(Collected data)
[Start of Attachment]
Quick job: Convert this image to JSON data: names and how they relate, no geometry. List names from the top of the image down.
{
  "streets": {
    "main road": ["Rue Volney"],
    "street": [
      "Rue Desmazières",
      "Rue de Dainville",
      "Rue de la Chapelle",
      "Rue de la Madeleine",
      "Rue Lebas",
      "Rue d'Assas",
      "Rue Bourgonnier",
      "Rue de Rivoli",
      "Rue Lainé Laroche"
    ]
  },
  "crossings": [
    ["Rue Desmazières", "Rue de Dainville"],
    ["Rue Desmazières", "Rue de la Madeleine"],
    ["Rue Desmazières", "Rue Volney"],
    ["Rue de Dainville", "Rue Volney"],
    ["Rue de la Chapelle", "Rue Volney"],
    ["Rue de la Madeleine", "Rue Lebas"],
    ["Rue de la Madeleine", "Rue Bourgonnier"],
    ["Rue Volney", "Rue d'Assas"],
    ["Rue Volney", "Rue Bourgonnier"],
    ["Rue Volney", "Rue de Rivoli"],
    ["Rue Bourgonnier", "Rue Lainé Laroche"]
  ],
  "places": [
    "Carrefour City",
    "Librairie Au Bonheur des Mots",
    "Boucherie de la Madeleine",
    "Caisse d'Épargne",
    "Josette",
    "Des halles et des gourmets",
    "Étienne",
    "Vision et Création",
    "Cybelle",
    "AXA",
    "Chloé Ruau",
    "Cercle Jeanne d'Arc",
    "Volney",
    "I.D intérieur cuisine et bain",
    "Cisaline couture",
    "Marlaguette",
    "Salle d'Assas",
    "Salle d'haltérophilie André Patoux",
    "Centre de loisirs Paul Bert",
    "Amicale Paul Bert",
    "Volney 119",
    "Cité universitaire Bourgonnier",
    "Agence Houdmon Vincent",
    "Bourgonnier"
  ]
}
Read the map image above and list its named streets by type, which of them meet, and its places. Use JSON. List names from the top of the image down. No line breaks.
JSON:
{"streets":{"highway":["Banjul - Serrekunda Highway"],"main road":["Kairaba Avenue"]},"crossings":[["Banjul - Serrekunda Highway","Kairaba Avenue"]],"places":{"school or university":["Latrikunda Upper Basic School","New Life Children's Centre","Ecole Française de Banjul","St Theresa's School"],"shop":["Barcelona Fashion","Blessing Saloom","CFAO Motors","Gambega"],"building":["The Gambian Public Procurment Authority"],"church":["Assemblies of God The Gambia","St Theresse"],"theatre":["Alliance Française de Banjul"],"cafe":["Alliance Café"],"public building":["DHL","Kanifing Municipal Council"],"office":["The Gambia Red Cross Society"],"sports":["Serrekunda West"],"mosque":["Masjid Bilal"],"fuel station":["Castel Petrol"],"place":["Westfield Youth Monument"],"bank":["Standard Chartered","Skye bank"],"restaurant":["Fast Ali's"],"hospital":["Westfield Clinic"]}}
[End of Attachment]
If a line of the data contains "Rivoli", it counts; report the number of such lines and nothing else.

** Answer for this exercise **
2